Dans une temporalité indistincte mêlant rétro et futurisme, Possessor livre une variation vertigineuse sur l’identité, sa quête comme sa perte. Bien qu’elle subisse des interrogatoires mémoriels cliniques où un champ-contrechamp désaxé devient le symbole d’une communication rendue aveugle par la bureaucratie et le rendement économique, la propre personnalité de Tasya se parasite et se dénature. Dans une séquence signifiante, l’agente s’arrête devant chez elle, où l’attendent son mari et son fils, et se réapproprie sa manière de parler et d’articuler. Brandon Cronenberg dissèque les comportements linguistiques et sociaux afin de construire une étrangeté autour même des comportements jugés naturels. Il déconstruit l’humanité pour la rendre pathologique et pour annihiler toute forme de compassion. Par l’intermédiaire du cinéma, le cinéaste édifie un médium absolu pour figurer une schizophrénie narrative et figurative. Le corps de Tasya et celui de son hôte Colin Tate (Christopher Abbott) forment le territoire d’une lutte psychique « invisible ». Littéralement habité.e.s, les comédien.ne.s fusionnent des approches de jeu antithétiques, primitive et viscérale, et laissent la caméra de Brandon Cronenberg saisir les imperceptibles variations identitaires. 

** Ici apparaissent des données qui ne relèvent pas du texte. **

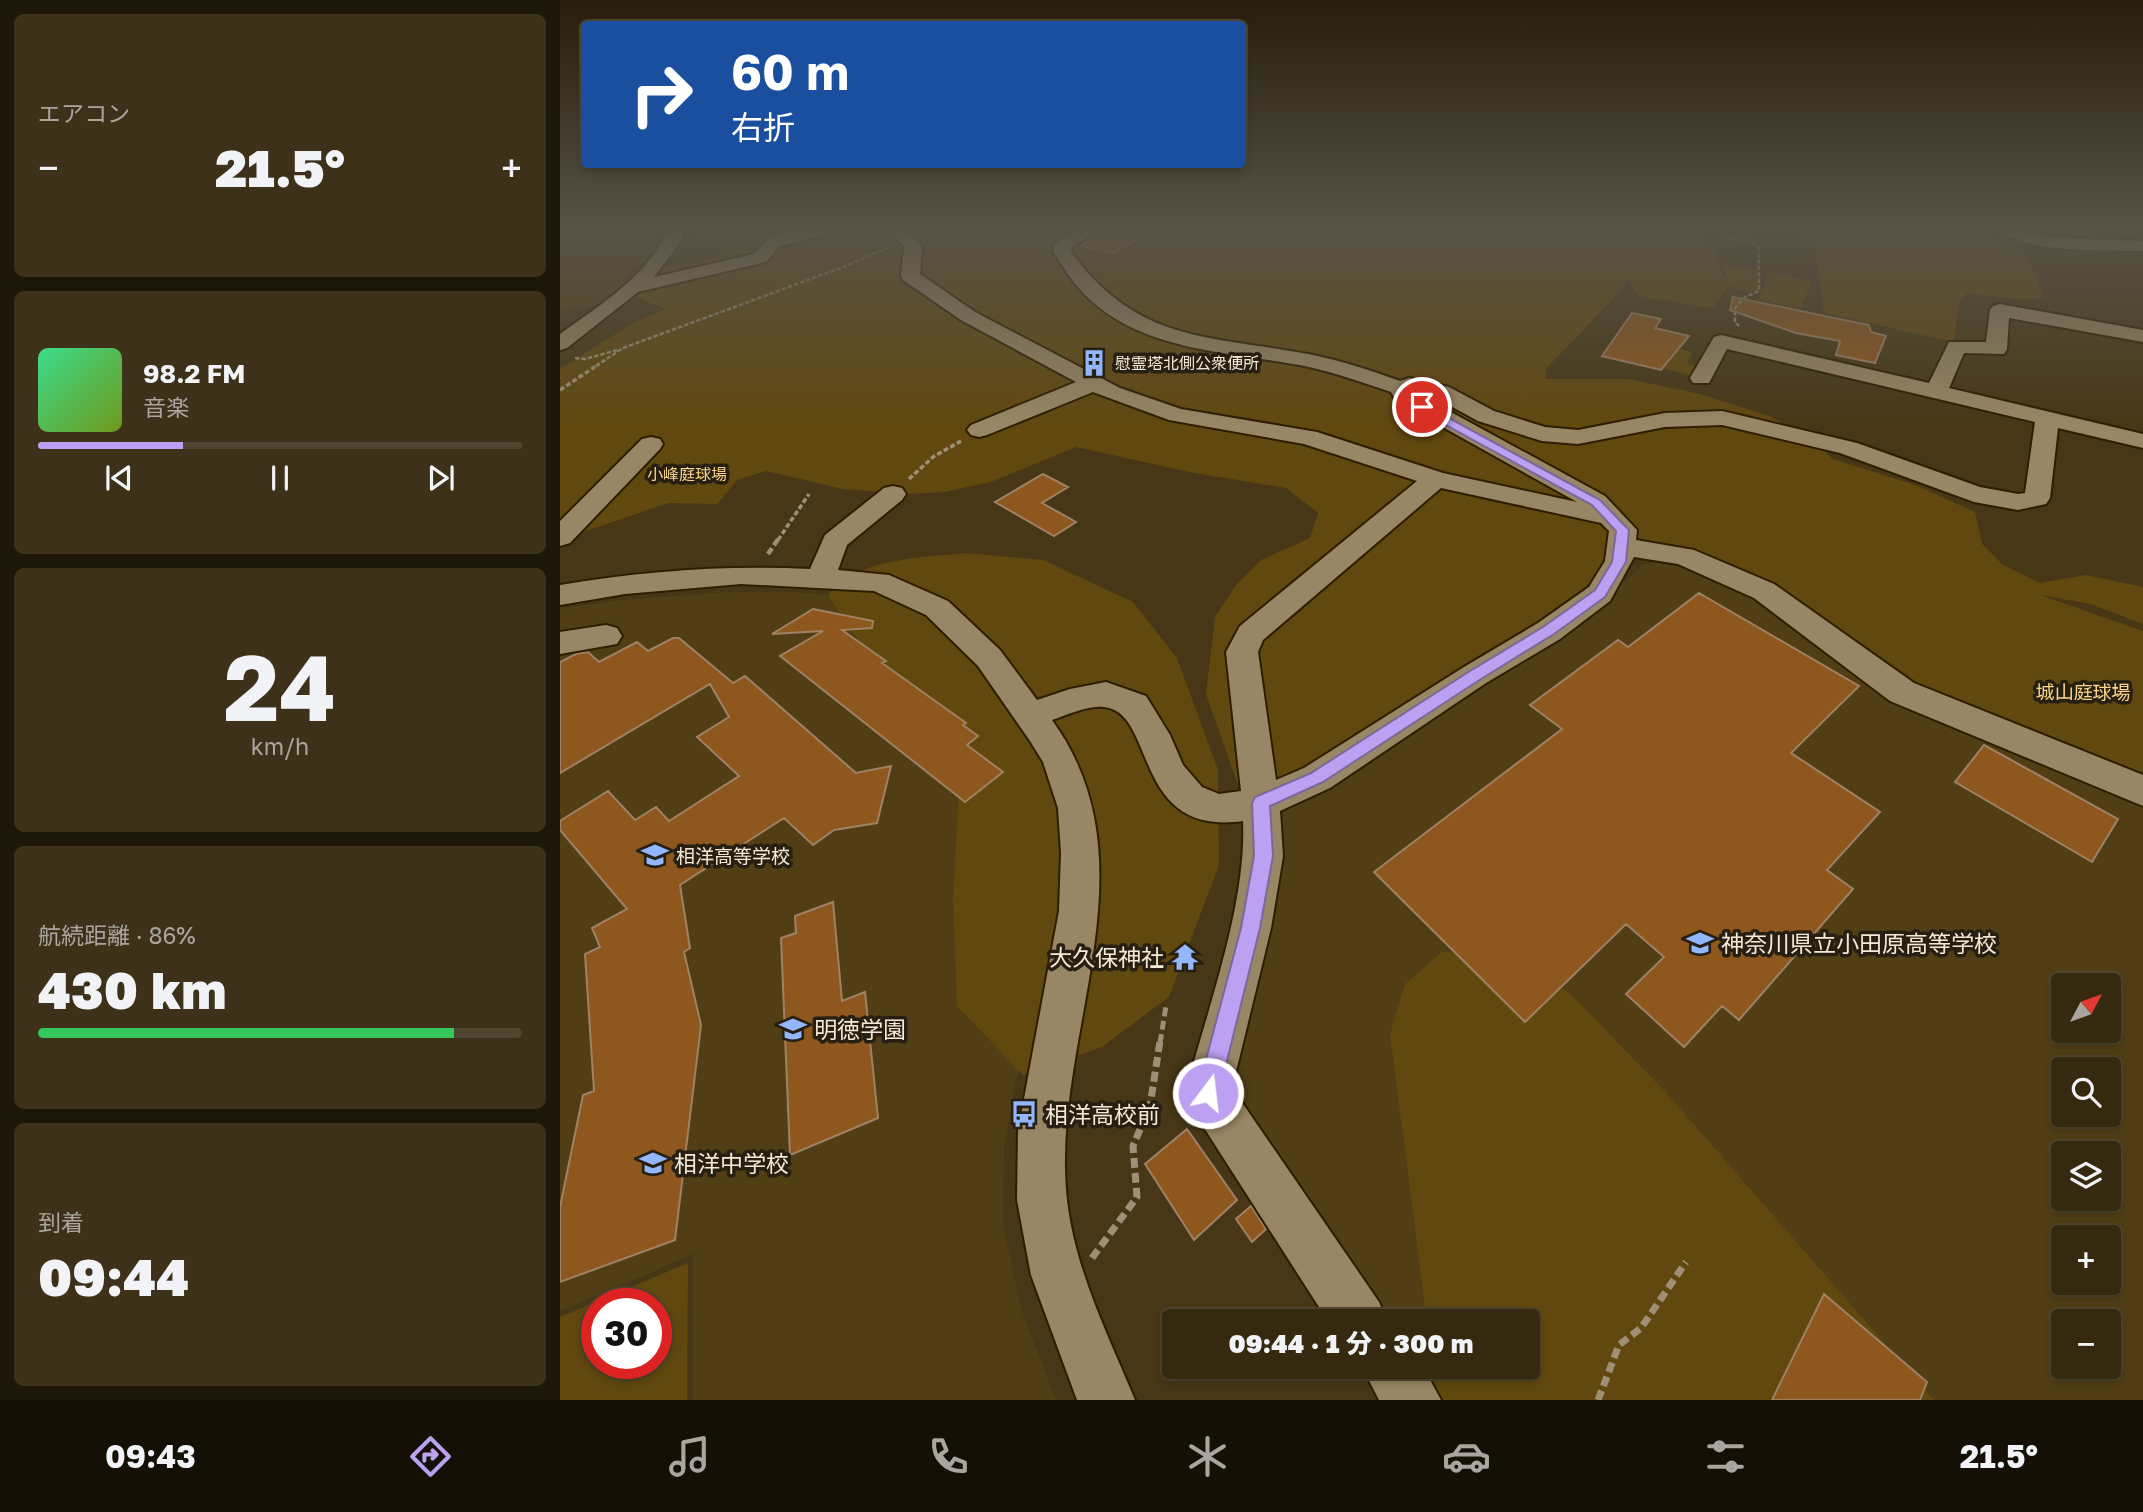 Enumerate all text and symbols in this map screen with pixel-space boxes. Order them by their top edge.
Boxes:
text: 60 m [731,42,849,101]
icon: right [616,49,707,140]
text: エアコン [38,99,130,127]
text: 右折 [731,108,795,146]
text: 21.5° [215,136,345,198]
text: − [38,145,59,190]
text: + [501,145,522,190]
building icon: 慰霊塔北側公衆便所 [1079,348,1109,378]
place label: 慰霊塔北側公衆便所 [1115,353,1259,373]
text: 98.2 FM [143,358,245,389]
pin [1392,377,1452,437]
icon: arrive [1403,388,1441,426]
text: 音楽 [143,393,189,421]
icon: previous [100,459,138,497]
icon: pause [261,459,299,497]
icon: next [422,459,460,497]
park label: 小峰庭球場 [647,464,727,484]
text: 24 [224,632,336,741]
park label: 城山庭球場 [2035,680,2131,703]
text: km/h [251,732,309,760]
school or university icon: 相洋高等学校 [640,840,670,870]
place label: 相洋高等学校 [676,844,790,867]
text: 航続距離 · 86% [38,921,196,949]
school or university icon: 神奈川県立小田原高等学校 [1685,928,1715,958]
place label: 神奈川県立小田原高等学校 [1721,929,1997,957]
temple icon: 大久保神社 [1170,942,1200,972]
place label: 大久保神社 [1049,943,1164,971]
text: 430 km [38,958,226,1020]
north arrow [2051,973,2121,1043]
map controls [2051,973,2121,1379]
school or university icon: 明徳学園 [778,1014,808,1044]
place label: 明徳学園 [814,1015,906,1043]
position arrow [1171,1056,1245,1130]
button: search [2051,1057,2121,1127]
bus stop icon: 相洋高校前 [1009,1099,1039,1129]
place label: 相洋高校前 [1045,1100,1160,1128]
button: layers [2051,1141,2121,1211]
school or university icon: 相洋中学校 [638,1148,668,1178]
place label: 相洋中学校 [674,1149,789,1177]
text: 到着 [38,1208,84,1236]
button: + [2051,1225,2121,1295]
text: 09:44 [38,1245,189,1307]
speed limit sign: 30 [581,1288,672,1379]
button: − [2051,1309,2121,1379]
text: 09:44 · 1 分 · 300 m [1229,1328,1473,1359]
icon: directions [406,1432,455,1481]
icon: music [665,1432,714,1481]
icon: phone [924,1432,973,1481]
icon: climate [1183,1432,1232,1481]
icon: car [1442,1432,1491,1481]
icon: filters [1701,1432,1750,1481]
text: 09:43 [105,1437,196,1475]
text: 21.5° [1960,1437,2038,1475] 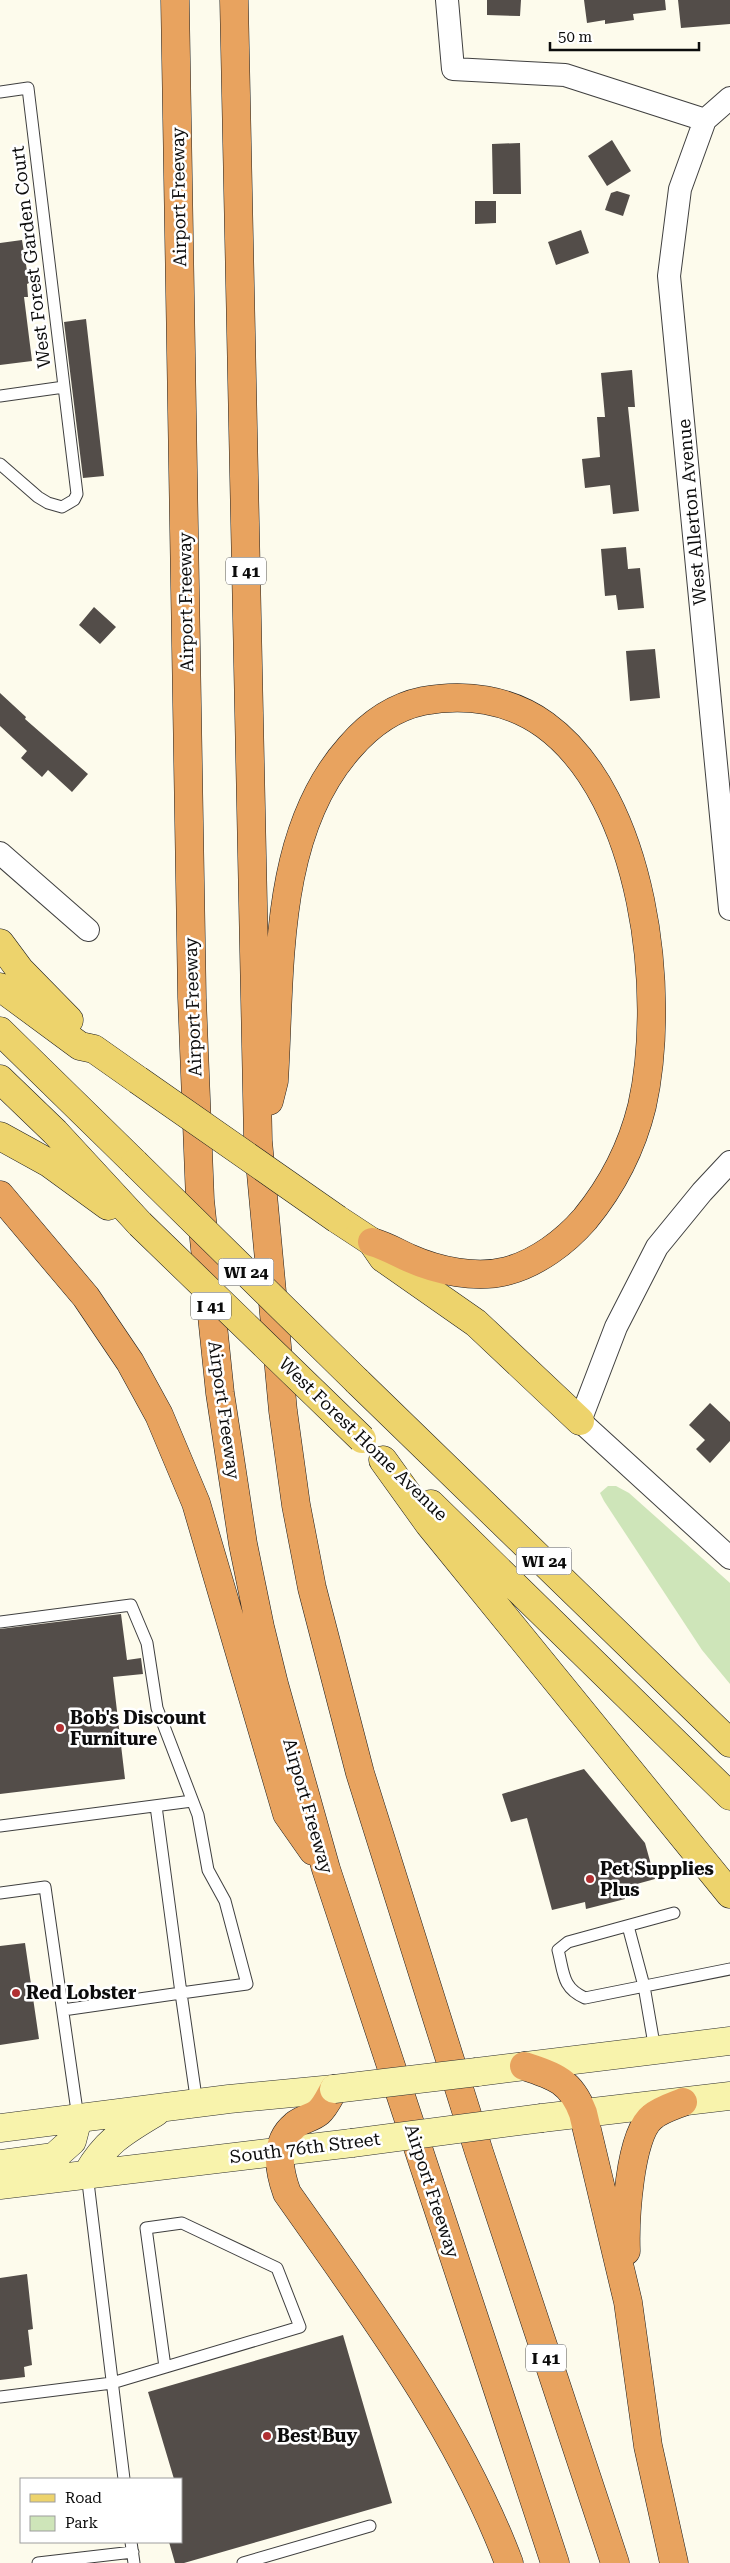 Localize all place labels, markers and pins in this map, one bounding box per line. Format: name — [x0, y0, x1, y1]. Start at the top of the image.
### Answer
place label: Bob's Discount Furniture — [70, 1707, 206, 1749]
marker: Bob's Discount Furniture — [54, 1722, 66, 1734]
place label: Pet Supplies Plus — [600, 1858, 714, 1900]
marker: Pet Supplies Plus — [584, 1873, 596, 1885]
place label: Red Lobster — [26, 1982, 137, 2003]
marker: Red Lobster — [10, 1987, 22, 1999]
place label: Best Buy — [277, 2425, 357, 2446]
marker: Best Buy — [261, 2430, 273, 2442]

Toutefois, cet espace de possession permet à Brandon Cronenberg de façonner et de boursoufler la matière même de l’image cinématographique. Autant pour figurer cet entre-monde métaphysique que pour dépeindre une réalité constamment fuyante, il expérimente avec Karim Hussain, directeur de la photographique, des (très) gros plans utilisant le flou et la compartimentation du corps humain pour amener une certaine abstraction. Dans une quête figurative bouillonnante, Possessor cherche sans relâche à déposséder l’image d’un sens simplement figuratif. Privilégiant les effets mécaniques à la facilité des effets numériques (néanmoins présents partiellement), le cinéaste canadien témoigne au cœur même de l’image de la cohabitation schizophrénie entre Tasya et Colin en démultipliant, décomposant, superposant, saturant. De manière quasi-chirurgicale, il construit un répertoire visuel cauchemardesque atteignant son paroxysme dans un masque de peau déformé dans lequel l’humanité n’est plus qu’évoquée. Frankenstein formel, Possessor veut créer de l’impact et habiter l’imaginaire cinématographique de son spectateur à l’instar de cette séquence splendide de transplantation psychique rappelant, à l’inverse, la séquence d’ouverture de Under the Skin (Jonathan Glazer, 2014).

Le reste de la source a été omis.